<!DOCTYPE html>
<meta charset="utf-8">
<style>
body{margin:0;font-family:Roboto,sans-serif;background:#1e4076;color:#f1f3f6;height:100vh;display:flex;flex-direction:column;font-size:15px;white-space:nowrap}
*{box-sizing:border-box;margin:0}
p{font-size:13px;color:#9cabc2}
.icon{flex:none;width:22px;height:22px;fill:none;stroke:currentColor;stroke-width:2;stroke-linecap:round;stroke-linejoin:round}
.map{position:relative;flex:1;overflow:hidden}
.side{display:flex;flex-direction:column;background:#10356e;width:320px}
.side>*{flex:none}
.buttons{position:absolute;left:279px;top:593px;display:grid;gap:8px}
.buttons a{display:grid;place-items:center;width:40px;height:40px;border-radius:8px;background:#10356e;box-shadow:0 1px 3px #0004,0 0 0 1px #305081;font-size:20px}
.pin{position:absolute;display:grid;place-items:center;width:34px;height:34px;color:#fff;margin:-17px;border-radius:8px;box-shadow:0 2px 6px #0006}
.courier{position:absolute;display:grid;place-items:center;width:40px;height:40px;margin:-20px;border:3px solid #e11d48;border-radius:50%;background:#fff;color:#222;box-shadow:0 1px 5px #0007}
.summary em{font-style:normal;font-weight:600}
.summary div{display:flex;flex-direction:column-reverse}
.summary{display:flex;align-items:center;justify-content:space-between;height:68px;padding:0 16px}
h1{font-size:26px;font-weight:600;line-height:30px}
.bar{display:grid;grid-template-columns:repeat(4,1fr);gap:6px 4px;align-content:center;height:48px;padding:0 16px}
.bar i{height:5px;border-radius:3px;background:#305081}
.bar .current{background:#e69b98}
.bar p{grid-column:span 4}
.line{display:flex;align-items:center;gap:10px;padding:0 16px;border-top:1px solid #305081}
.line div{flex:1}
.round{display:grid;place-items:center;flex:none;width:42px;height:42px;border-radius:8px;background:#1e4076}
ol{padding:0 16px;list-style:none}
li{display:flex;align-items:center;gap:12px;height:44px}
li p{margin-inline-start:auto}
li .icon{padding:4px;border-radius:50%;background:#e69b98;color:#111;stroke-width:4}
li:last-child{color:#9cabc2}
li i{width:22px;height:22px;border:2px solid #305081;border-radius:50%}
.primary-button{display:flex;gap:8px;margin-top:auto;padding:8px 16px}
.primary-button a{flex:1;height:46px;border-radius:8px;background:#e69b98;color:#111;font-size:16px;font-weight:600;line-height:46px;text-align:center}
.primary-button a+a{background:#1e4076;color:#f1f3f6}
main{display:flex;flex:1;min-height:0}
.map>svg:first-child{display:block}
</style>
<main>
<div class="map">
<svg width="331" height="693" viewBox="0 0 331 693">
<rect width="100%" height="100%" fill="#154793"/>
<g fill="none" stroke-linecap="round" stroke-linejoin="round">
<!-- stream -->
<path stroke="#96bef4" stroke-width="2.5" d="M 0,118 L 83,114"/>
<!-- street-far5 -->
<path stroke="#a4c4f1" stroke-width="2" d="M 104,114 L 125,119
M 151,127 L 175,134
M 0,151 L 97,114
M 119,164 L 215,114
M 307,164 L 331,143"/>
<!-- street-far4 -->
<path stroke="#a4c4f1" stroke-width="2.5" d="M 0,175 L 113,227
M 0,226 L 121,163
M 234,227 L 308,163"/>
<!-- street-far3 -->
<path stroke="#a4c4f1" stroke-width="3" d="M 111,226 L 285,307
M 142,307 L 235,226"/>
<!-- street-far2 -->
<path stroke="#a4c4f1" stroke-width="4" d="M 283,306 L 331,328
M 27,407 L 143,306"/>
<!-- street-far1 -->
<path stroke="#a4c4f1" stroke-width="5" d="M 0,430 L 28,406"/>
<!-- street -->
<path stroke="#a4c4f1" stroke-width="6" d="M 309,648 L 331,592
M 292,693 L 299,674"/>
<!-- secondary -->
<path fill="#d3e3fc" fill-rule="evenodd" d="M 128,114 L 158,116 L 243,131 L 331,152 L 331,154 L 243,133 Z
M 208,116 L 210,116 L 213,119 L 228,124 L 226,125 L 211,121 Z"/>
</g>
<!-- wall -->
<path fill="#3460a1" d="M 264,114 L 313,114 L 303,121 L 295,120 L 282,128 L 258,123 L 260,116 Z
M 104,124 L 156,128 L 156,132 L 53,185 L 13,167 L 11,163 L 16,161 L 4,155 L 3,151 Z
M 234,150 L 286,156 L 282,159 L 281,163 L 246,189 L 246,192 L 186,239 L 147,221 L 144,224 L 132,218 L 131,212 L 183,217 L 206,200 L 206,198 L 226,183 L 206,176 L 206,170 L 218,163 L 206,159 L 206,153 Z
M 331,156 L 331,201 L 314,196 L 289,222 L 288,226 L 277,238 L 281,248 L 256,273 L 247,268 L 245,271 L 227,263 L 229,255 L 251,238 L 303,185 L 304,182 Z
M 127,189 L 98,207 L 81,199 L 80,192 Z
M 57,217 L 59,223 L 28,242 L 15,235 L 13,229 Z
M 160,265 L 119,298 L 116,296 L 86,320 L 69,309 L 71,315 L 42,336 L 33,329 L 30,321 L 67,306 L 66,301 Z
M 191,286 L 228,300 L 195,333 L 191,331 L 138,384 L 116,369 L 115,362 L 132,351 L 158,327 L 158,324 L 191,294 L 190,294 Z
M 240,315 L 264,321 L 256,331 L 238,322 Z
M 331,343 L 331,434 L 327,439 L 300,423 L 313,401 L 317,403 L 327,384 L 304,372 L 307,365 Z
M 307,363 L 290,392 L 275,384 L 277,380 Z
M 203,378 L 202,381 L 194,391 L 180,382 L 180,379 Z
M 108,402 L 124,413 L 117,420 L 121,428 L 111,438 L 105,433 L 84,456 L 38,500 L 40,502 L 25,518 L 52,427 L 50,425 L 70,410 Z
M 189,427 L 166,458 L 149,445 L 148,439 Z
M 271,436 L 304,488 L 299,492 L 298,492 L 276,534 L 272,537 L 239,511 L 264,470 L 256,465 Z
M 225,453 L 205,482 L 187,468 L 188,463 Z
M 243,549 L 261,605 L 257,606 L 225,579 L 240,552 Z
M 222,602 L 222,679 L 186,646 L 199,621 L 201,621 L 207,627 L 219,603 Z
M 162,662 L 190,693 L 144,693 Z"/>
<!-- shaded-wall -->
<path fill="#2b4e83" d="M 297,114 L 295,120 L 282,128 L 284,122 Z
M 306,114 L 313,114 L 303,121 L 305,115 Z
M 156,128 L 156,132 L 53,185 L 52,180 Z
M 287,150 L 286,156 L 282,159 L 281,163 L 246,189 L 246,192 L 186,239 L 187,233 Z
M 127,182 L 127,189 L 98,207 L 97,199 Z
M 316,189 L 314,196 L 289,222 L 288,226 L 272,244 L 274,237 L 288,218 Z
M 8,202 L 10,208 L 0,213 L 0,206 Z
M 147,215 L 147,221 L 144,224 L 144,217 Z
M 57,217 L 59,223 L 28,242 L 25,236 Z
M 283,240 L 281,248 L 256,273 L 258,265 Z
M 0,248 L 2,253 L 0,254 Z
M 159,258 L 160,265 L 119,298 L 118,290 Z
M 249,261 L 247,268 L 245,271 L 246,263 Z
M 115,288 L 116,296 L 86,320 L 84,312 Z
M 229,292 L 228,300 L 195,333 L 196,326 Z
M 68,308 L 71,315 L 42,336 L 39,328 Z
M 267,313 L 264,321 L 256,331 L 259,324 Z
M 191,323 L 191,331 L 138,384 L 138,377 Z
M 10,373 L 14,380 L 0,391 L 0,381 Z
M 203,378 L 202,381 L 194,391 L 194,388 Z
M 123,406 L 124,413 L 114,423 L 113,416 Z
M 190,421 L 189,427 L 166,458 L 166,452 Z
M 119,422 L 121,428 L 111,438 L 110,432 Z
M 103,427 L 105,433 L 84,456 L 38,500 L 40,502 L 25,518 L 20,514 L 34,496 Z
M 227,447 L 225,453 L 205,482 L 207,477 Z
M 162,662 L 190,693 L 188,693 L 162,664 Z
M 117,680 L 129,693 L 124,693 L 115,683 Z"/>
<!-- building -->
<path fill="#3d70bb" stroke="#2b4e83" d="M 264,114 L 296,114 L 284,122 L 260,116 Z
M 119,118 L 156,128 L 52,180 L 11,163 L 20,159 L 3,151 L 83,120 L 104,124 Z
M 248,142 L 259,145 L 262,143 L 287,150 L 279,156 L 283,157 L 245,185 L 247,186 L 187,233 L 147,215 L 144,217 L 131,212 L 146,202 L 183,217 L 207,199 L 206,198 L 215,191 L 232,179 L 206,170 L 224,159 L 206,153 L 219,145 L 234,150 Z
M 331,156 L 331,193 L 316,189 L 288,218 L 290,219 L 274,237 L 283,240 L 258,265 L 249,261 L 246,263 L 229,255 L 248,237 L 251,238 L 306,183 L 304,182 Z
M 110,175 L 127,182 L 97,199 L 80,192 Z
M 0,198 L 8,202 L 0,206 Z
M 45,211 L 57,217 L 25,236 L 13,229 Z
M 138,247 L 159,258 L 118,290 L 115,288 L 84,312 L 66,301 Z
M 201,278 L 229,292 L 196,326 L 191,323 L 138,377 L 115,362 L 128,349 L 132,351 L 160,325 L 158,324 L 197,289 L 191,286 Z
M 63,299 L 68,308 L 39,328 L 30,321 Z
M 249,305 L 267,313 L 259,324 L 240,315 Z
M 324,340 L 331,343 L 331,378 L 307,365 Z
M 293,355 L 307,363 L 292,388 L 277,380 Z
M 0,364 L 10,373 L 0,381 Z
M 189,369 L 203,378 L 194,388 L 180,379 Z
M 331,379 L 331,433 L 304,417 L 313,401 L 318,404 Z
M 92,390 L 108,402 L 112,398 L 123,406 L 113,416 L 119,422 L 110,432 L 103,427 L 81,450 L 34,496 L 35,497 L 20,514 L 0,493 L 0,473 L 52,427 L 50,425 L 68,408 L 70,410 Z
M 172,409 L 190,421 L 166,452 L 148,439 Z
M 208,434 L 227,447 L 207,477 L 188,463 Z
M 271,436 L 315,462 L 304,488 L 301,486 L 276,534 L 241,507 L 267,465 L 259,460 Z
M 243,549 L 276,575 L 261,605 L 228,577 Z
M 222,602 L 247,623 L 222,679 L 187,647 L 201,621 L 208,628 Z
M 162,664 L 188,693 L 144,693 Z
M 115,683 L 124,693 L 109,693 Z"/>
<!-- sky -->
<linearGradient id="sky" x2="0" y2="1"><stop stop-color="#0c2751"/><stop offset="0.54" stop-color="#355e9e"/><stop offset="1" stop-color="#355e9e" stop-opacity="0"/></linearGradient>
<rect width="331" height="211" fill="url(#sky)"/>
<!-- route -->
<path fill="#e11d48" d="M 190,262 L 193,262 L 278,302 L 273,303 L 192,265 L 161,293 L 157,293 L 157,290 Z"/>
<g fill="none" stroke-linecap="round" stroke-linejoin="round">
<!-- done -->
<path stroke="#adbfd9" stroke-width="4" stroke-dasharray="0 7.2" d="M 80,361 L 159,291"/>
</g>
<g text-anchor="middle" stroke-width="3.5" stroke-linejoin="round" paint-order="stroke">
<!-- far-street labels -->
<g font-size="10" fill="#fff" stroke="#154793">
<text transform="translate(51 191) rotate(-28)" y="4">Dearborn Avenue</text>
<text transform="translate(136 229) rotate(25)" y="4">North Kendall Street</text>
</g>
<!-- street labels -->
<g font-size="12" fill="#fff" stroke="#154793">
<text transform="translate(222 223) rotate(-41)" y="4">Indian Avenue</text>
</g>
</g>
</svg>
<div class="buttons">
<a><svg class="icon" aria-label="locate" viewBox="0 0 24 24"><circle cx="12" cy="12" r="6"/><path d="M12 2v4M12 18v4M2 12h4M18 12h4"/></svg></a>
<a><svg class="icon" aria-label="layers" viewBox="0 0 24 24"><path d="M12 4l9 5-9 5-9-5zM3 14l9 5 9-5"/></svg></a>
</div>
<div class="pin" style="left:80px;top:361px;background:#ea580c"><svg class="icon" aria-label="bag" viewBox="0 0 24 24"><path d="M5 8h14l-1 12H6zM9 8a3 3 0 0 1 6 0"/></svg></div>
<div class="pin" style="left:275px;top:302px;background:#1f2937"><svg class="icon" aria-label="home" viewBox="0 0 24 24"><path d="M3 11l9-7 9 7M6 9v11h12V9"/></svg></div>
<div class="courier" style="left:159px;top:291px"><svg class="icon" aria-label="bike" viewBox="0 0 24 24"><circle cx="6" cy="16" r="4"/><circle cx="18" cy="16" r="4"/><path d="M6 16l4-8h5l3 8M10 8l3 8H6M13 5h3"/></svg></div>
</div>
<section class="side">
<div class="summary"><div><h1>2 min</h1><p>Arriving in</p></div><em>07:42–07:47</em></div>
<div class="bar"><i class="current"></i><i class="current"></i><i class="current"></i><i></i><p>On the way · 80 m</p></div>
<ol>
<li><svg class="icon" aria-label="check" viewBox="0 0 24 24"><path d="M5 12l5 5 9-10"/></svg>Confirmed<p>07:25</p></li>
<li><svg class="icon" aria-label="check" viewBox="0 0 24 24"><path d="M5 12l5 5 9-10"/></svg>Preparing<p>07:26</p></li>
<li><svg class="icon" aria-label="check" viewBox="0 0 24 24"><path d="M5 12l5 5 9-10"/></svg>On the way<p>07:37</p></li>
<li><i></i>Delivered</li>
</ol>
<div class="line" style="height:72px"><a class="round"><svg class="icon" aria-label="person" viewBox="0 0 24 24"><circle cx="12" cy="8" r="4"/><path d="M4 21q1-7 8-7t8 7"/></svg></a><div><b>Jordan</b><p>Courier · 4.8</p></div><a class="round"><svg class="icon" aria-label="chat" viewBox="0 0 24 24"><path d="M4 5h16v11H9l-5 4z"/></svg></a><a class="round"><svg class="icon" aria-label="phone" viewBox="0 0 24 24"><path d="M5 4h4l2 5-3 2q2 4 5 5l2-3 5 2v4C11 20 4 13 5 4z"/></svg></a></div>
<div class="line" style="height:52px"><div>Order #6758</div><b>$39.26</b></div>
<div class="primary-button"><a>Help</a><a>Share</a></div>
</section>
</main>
#####
▸ **What needs to be done**
Give the count of lines in the listing that hold the word "radius", with no other text.

▸ **Solution to this exercise**
8